=== GIVEN RECORDS ===
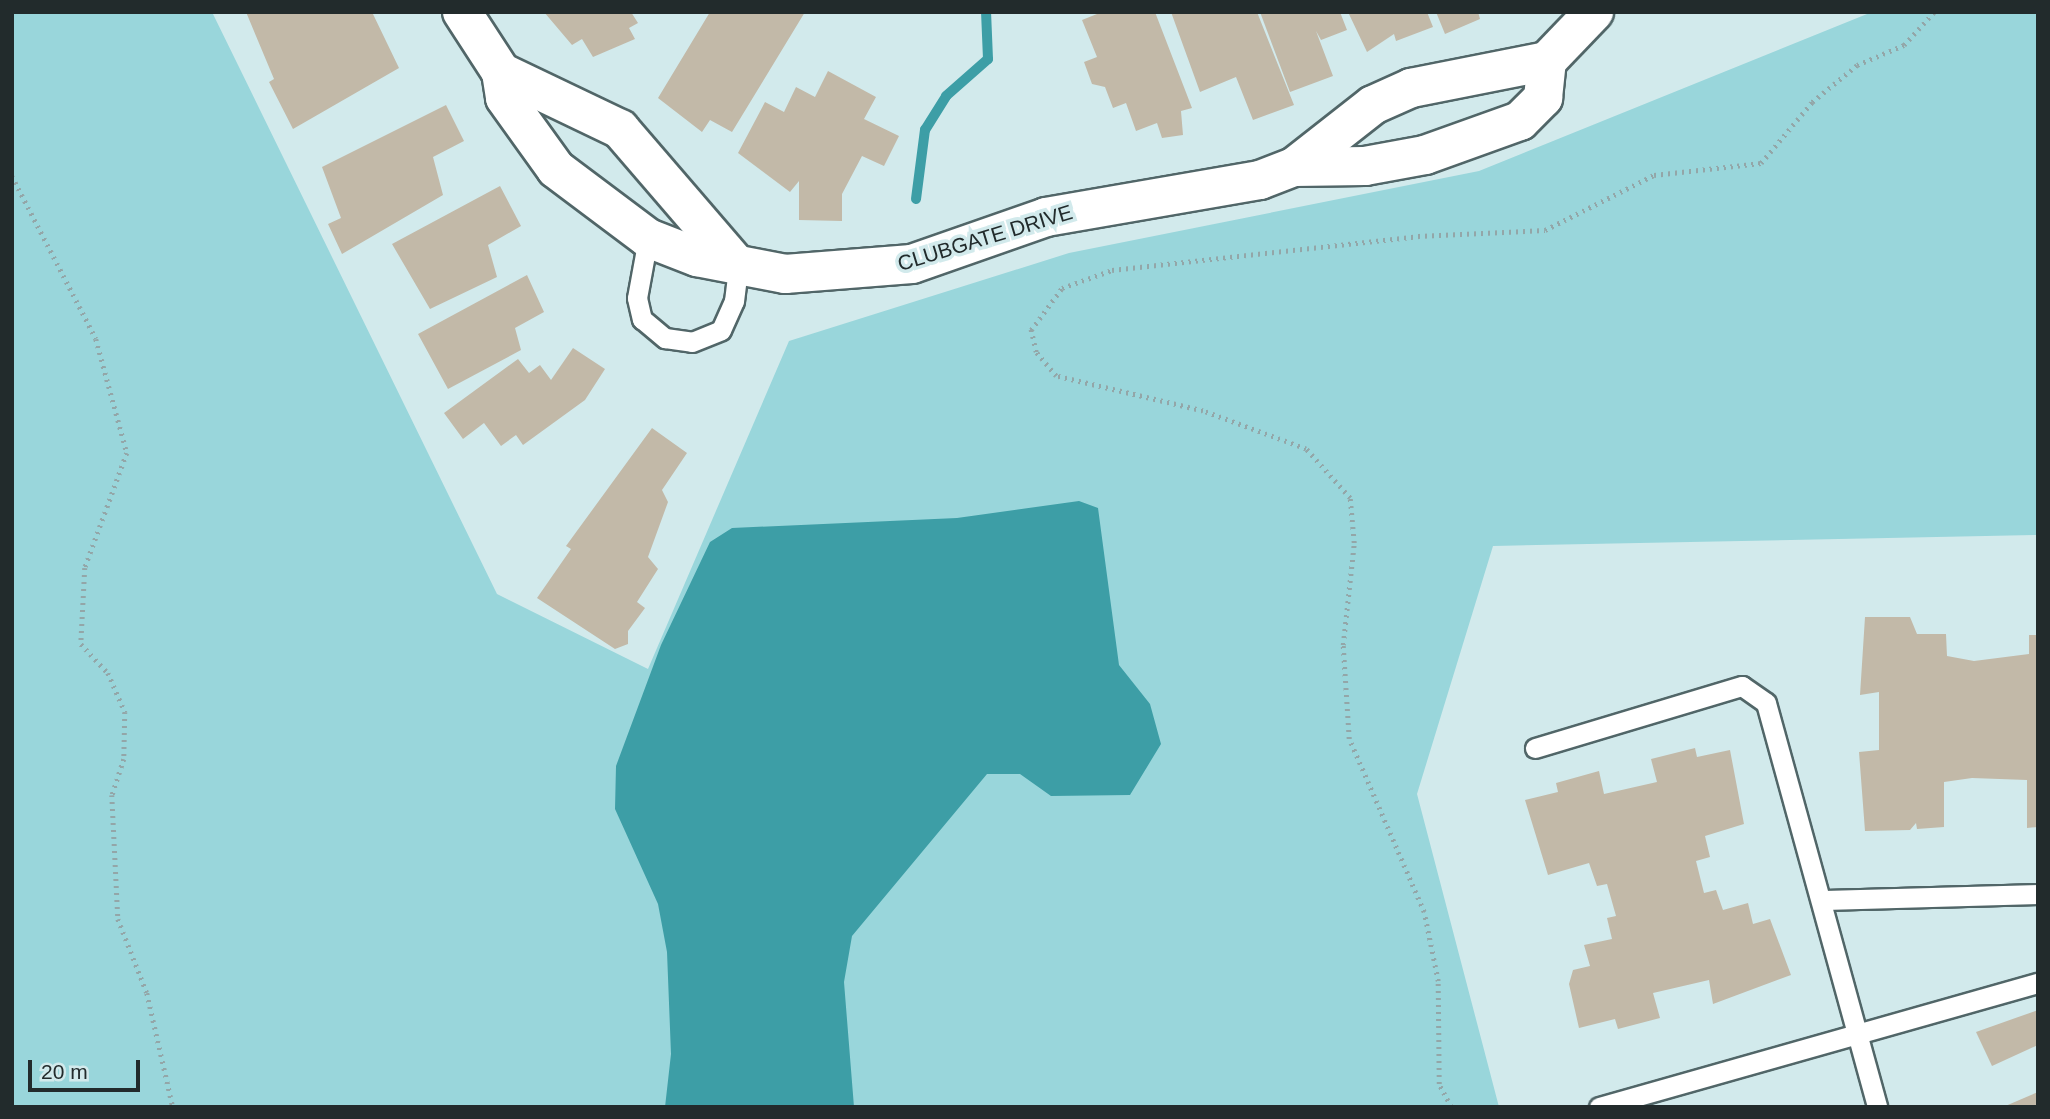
<!DOCTYPE html>
<style>
body{margin:0}
#map{position:relative;width:2050px;height:1119px;overflow:hidden;background:#d2eaec;font-family:Helvetica,sans-serif}
div>[style]{position:absolute}
.green>*{inset:0;background:#99d6db}
.water>*{inset:0;background:#3d9ea6}
.stream>*{height:10px;margin:-5px;padding:0 5px;transform-origin:5px;border-radius:5px;background:#3d9ea6}
.building>*{inset:0;background:#c2b9a8}
.path>*{height:4.5px;margin-top:-2.25px;transform-origin:0;background:repeating-linear-gradient(90deg,#93a6a8 0 2px,transparent 0 7px)}
.roads{filter:drop-shadow(2px 0 #516668) drop-shadow(-2px 0 #516668) drop-shadow(0 2px #516668) drop-shadow(0 -2px #516668)}
.lane>*{height:19px;margin:-9.5px;padding:0 9.5px;transform-origin:9.5px;border-radius:9.5px;background:#fff}
.street>*{height:38px;margin:-19px;padding:0 19px;transform-origin:19px;border-radius:19px;background:#fff}
span{translate:-50% -50%;white-space:nowrap;text-align:center;line-height:1.15;-webkit-text-stroke:7px #d2eaec;paint-order:stroke}
.street-label{font-size:21px;color:#222b2c}
.frame{position:absolute;inset:0;border:14px solid #222b2c;pointer-events:none}
.scale{position:absolute;left:28px;top:1060px;width:112px;height:32px;box-sizing:border-box;border:4px solid #222b2c;border-top:0;padding-left:9px;font-size:21px;line-height:24px;white-space:nowrap;color:#222b2c;-webkit-text-stroke:5px #d2eaec;paint-order:stroke}
</style>
<div id="map">
<div class="green">
<div style="clip-path:polygon(12px 12px,212px 12px,497px 594px,648px 669px,789px 341px,1069px 253px,1479px 171px,1872px 12px,2038px 12px,2038px 535px,1493px 546px,1417px 794px,1499px 1107px,12px 1107px)"></div>
</div>
<div class="water">
<div style="clip-path:polygon(1079px 501px,1098px 508px,1119px 665px,1150px 704px,1161px 744px,1130px 795px,1051px 796px,1020px 774px,987px 774px,852px 936px,844px 982px,854px 1107px,665px 1107px,671px 1054px,667px 952px,658px 904px,615px 809px,616px 766px,661px 645px,710px 542px,732px 528px,957px 518px)"></div>
</div>
<div class="stream">
<div style="left:916px;top:199px;width:70px;rotate:-82.6deg"></div>
<div style="left:925px;top:130px;width:40px;rotate:-58deg"></div>
<div style="left:946px;top:96px;width:56px;rotate:-41.4deg"></div>
<div style="left:988px;top:59px;width:47px;rotate:-92.4deg"></div>
</div>
<div class="building">
<div style="clip-path:polygon(246px 12px,372px 12px,399px 68px,293px 129px,269px 82px,274px 79px)"></div>
<div style="clip-path:polygon(544px 12px,631px 12px,638px 23px,629px 28px,635px 39px,593px 57px,582px 39px,572px 45px)"></div>
<div style="clip-path:polygon(710px 12px,805px 12px,732px 132px,710px 120px,702px 132px,658px 98px)"></div>
<div style="clip-path:polygon(1102px 12px,1155px 12px,1192px 108px,1181px 111px,1183px 135px,1162px 138px,1157px 123px,1136px 131px,1126px 103px,1113px 108px,1105px 87px,1092px 84px,1084px 62px,1097px 57px,1082px 20px)"></div>
<div style="clip-path:polygon(1171px 12px,1257px 12px,1294px 105px,1253px 120px,1236px 77px,1200px 92px)"></div>
<div style="clip-path:polygon(1260px 12px,1340px 12px,1347px 30px,1321px 40px,1316px 31px,1333px 76px,1290px 92px)"></div>
<div style="clip-path:polygon(1348px 12px,1427px 12px,1433px 27px,1396px 41px,1394px 34px,1367px 52px)"></div>
<div style="clip-path:polygon(1436px 12px,1478px 12px,1480px 19px,1445px 34px)"></div>
<div style="clip-path:polygon(828px 71px,876px 97px,864px 119px,899px 136px,884px 166px,862px 156px,842px 194px,842px 221px,799px 220px,799px 181px,790px 192px,738px 153px,765px 102px,784px 112px,796px 87px,815px 97px)"></div>
<div style="clip-path:polygon(446px 105px,464px 141px,433px 157px,443px 195px,342px 254px,328px 224px,341px 218px,322px 167px)"></div>
<div style="clip-path:polygon(500px 186px,521px 226px,488px 245px,497px 277px,430px 309px,392px 244px)"></div>
<div style="clip-path:polygon(527px 275px,544px 312px,515px 328px,521px 350px,448px 389px,418px 334px)"></div>
<div style="clip-path:polygon(573px 348px,605px 369px,585px 400px,523px 445px,516px 435px,501px 446px,484px 423px,463px 439px,444px 413px,518px 359px,529px 373px,540px 365px,551px 380px)"></div>
<div style="clip-path:polygon(652px 428px,687px 453px,662px 490px,668px 502px,648px 557px,658px 569px,637px 602px,645px 608px,628px 631px,628px 644px,615px 649px,537px 598px,571px 549px,566px 546px)"></div>
<div style="clip-path:polygon(1865px 617px,1910px 617px,1917px 634px,1946px 634px,1947px 656px,1974px 661px,2029px 654px,2029px 635px,2038px 635px,2038px 827px,2027px 828px,2027px 780px,1972px 778px,1944px 782px,1944px 827px,1917px 829px,1916px 823px,1910px 830px,1865px 831px,1859px 752px,1879px 750px,1879px 692px,1860px 695px)"></div>
<div style="clip-path:polygon(1695px 748px,1697px 757px,1730px 750px,1744px 824px,1705px 836px,1710px 857px,1696px 861px,1704px 893px,1716px 890px,1723px 910px,1748px 903px,1753px 924px,1770px 919px,1791px 975px,1713px 1004px,1709px 980px,1653px 993px,1660px 1018px,1618px 1029px,1615px 1019px,1579px 1028px,1569px 984px,1573px 970px,1590px 966px,1584px 945px,1612px 939px,1607px 918px,1616px 916px,1607px 884px,1597px 886px,1589px 863px,1548px 875px,1525px 800px,1558px 792px,1556px 783px,1599px 771px,1604px 794px,1657px 782px,1651px 759px)"></div>
<div style="clip-path:polygon(2038px 1010px,2038px 1045px,1992px 1066px,1976px 1032px)"></div>
<div style="clip-path:polygon(2038px 1092px,2038px 1107px,2003px 1107px)"></div>
</div>
<div class="path">
<div style="left:12px;top:176px;width:183px;rotate:62.7deg"></div>
<div style="left:96px;top:339px;width:118px;rotate:74.8deg"></div>
<div style="left:127px;top:453px;width:122px;rotate:110.1deg"></div>
<div style="left:85px;top:568px;width:76px;rotate:93deg"></div>
<div style="left:81px;top:644px;width:40px;rotate:47deg"></div>
<div style="left:108px;top:673px;width:43px;rotate:66.4deg"></div>
<div style="left:125px;top:712px;width:47px;rotate:91.2deg"></div>
<div style="left:124px;top:759px;width:38px;rotate:108deg"></div>
<div style="left:112px;top:795px;width:124px;rotate:87.2deg"></div>
<div style="left:118px;top:919px;width:79px;rotate:68.6deg"></div>
<div style="left:147px;top:993px;width:117px;rotate:77.2deg"></div>
<div style="left:1451px;top:1107px;width:26px;rotate:-118deg"></div>
<div style="left:1439px;top:1084px;width:103px;rotate:-90.6deg"></div>
<div style="left:1438px;top:981px;width:70px;rotate:-101.5deg"></div>
<div style="left:1424px;top:912px;width:189px;rotate:-113.4deg"></div>
<div style="left:1349px;top:739px;width:94px;rotate:-93.7deg"></div>
<div style="left:1343px;top:645px;width:103px;rotate:-83.8deg"></div>
<div style="left:1354px;top:543px;width:45px;rotate:-95.1deg"></div>
<div style="left:1350px;top:498px;width:66px;rotate:-131.9deg"></div>
<div style="left:1306px;top:449px;width:110px;rotate:-159.7deg"></div>
<div style="left:1203px;top:411px;width:151px;rotate:-166.6deg"></div>
<div style="left:1056px;top:376px;width:31px;rotate:-130deg"></div>
<div style="left:1036px;top:352px;width:23px;rotate:-103deg"></div>
<div style="left:1031px;top:330px;width:52px;rotate:-53.6deg"></div>
<div style="left:1062px;top:288px;width:53px;rotate:-19.8deg"></div>
<div style="left:1112px;top:270px;width:308px;rotate:-6.3deg"></div>
<div style="left:1418px;top:236px;width:127px;rotate:-2.7deg"></div>
<div style="left:1545px;top:230px;width:122px;rotate:-26.8deg"></div>
<div style="left:1654px;top:175px;width:108px;rotate:-6.4deg"></div>
<div style="left:1761px;top:163px;width:80px;rotate:-50.1deg"></div>
<div style="left:1812px;top:102px;width:58px;rotate:-39.4deg"></div>
<div style="left:1857px;top:65px;width:51px;rotate:-23.1deg"></div>
<div style="left:1904px;top:45px;width:45px;rotate:-47.7deg"></div>
</div>
<div class="roads">
<div class="lane">
<div style="left:648px;top:238px;width:61px;rotate:100.4deg"></div>
<div style="left:637px;top:298px;width:22px;rotate:77deg"></div>
<div style="left:642px;top:319px;width:30px;rotate:40deg"></div>
<div style="left:665px;top:338px;width:27px;rotate:8deg"></div>
<div style="left:692px;top:342px;width:31px;rotate:-22deg"></div>
<div style="left:721px;top:330px;width:32px;rotate:-66deg"></div>
<div style="left:734px;top:301px;width:35px;rotate:-83deg"></div>
<div style="left:1535px;top:748px;width:216px;rotate:-16.7deg"></div>
<div style="left:1742px;top:686px;width:29px;rotate:35deg"></div>
<div style="left:1766px;top:703px;width:419px;rotate:74.6deg"></div>
<div style="left:1825px;top:900px;width:213px;rotate:-1.6deg"></div>
<div style="left:1599px;top:1107px;width:456px;rotate:-15.8deg"></div>
</div>
<div class="street">
<div style="left:462px;top:12px;width:72px;rotate:57deg"></div>
<div style="left:501px;top:72px;width:26px;rotate:81deg"></div>
<div style="left:505px;top:98px;width:87px;rotate:54.3deg"></div>
<div style="left:556px;top:169px;width:115px;rotate:36.9deg"></div>
<div style="left:648px;top:238px;width:53px;rotate:21.2deg"></div>
<div style="left:697px;top:257px;width:90px;rotate:10.9deg"></div>
<div style="left:785px;top:274px;width:127px;rotate:-4.5deg"></div>
<div style="left:912px;top:264px;width:142px;rotate:-19.3deg"></div>
<div style="left:1046px;top:217px;width:217px;rotate:-9.8deg"></div>
<div style="left:1260px;top:180px;width:36px;rotate:-21deg"></div>
<div style="left:1294px;top:167px;width:71px;rotate:-0.8deg"></div>
<div style="left:1365px;top:166px;width:61px;rotate:-10.4deg"></div>
<div style="left:1425px;top:155px;width:101px;rotate:-19.7deg"></div>
<div style="left:1520px;top:121px;width:33px;rotate:-45deg"></div>
<div style="left:1543px;top:98px;width:37px;rotate:-84deg"></div>
<div style="left:501px;top:72px;width:132px;rotate:25.6deg"></div>
<div style="left:620px;top:129px;width:181px;rotate:49.3deg"></div>
<div style="left:1294px;top:167px;width:100px;rotate:-38.1deg"></div>
<div style="left:1373px;top:105px;width:42px;rotate:-24.1deg"></div>
<div style="left:1411px;top:88px;width:139px;rotate:-11.2deg"></div>
<div style="left:1547px;top:61px;width:68px;rotate:-46.2deg"></div>
</div>
</div>
<div class="street-label">
<span style="left:985px;top:238px;rotate:-17deg">CLUBGATE DRIVE</span>
</div>
<div class="frame"></div>
<div class="scale">20 m</div>
</div>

=== TASK REQUIREMENTS ===
What is asked for is an exact copy of the lines above from the one containing "12px,1478px 12px,1480px 19px,1445px" through the one containing "348px,605px 369px,585px 400px,523px", and only those.

=== WORKED SOLUTION ===
<div style="clip-path:polygon(1436px 12px,1478px 12px,1480px 19px,1445px 34px)"></div>
<div style="clip-path:polygon(828px 71px,876px 97px,864px 119px,899px 136px,884px 166px,862px 156px,842px 194px,842px 221px,799px 220px,799px 181px,790px 192px,738px 153px,765px 102px,784px 112px,796px 87px,815px 97px)"></div>
<div style="clip-path:polygon(446px 105px,464px 141px,433px 157px,443px 195px,342px 254px,328px 224px,341px 218px,322px 167px)"></div>
<div style="clip-path:polygon(500px 186px,521px 226px,488px 245px,497px 277px,430px 309px,392px 244px)"></div>
<div style="clip-path:polygon(527px 275px,544px 312px,515px 328px,521px 350px,448px 389px,418px 334px)"></div>
<div style="clip-path:polygon(573px 348px,605px 369px,585px 400px,523px 445px,516px 435px,501px 446px,484px 423px,463px 439px,444px 413px,518px 359px,529px 373px,540px 365px,551px 380px)"></div>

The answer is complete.